Haha yeah, the internet is full of a lot of dumb answers. Another issue that makes things even more frustrating is that licensed Physical Therapists and even doctors can be pretty misinformed when it comes to strength training, too. That’s part of the reason I’m here seeking answers from an internet stranger - you guys are the most credible sources I have without going shopping for PTs/Doctors or reviewing the literature myself. I can do the latter to some extent, but what’s important is the whole picture of what all the combined research is saying, rather than just an individual study, and seeing that big picture is hard for me.
“There is a high prevalence of spondylolisthesis in certain athletic populations and we have evidence that they rarely progress and often will show signs of regression.”
Could you send me any research you’ve read on this? I found this study that looked at freshmen football players at University of Indiana and concluded a higher prevalence in the players than the general population, but if you have more research to point me to on incidence in other types of athletes or larger studies, I’d be interested.

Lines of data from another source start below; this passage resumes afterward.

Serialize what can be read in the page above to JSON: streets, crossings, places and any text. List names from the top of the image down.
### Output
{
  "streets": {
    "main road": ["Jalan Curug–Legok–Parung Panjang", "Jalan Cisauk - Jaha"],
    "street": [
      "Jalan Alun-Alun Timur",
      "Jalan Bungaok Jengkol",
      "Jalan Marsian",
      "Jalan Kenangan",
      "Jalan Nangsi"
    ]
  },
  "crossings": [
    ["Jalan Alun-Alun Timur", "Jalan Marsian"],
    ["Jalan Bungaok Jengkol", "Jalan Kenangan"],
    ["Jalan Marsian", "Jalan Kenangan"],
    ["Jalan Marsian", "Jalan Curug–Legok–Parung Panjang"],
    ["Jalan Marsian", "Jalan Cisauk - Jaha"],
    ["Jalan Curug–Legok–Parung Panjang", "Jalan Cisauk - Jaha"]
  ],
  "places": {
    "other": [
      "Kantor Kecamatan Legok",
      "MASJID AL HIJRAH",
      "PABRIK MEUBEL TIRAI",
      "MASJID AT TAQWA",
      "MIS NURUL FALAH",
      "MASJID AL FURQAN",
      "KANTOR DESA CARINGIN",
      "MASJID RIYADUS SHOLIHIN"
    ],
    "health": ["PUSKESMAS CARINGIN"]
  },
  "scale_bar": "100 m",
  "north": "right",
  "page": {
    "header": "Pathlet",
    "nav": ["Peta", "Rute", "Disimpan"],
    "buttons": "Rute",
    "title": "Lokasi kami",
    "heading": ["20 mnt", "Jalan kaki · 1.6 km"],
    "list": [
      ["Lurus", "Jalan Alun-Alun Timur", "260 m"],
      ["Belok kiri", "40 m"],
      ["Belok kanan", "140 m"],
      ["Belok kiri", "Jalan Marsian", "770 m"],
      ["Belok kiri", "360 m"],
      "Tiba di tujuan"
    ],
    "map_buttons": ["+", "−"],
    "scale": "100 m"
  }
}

The last thing I’ll say is that you mentioned that you wouldn’t change anything in asymptomatic athletes, but what about athletes that are symptomatic or at least sporadically symptomatic? For example, I will have “flare-ups” every once in a while, sometimes because I overreached but sometimes they are unpredictable. The way that I have adjusted my training is that I avoid exercises that put my low back in extension, because they usually end up causing pain. Examples of exercises that I avoid are back extensions and even power cleans, because the explosive hip extension ends up putting the low back in at least a slight extension. Do you have any thoughts on the adjustments I’ve made? Does anything about your previous answer change for the symptomatic or sporadically symptomatic athlete with spondylolisthesis?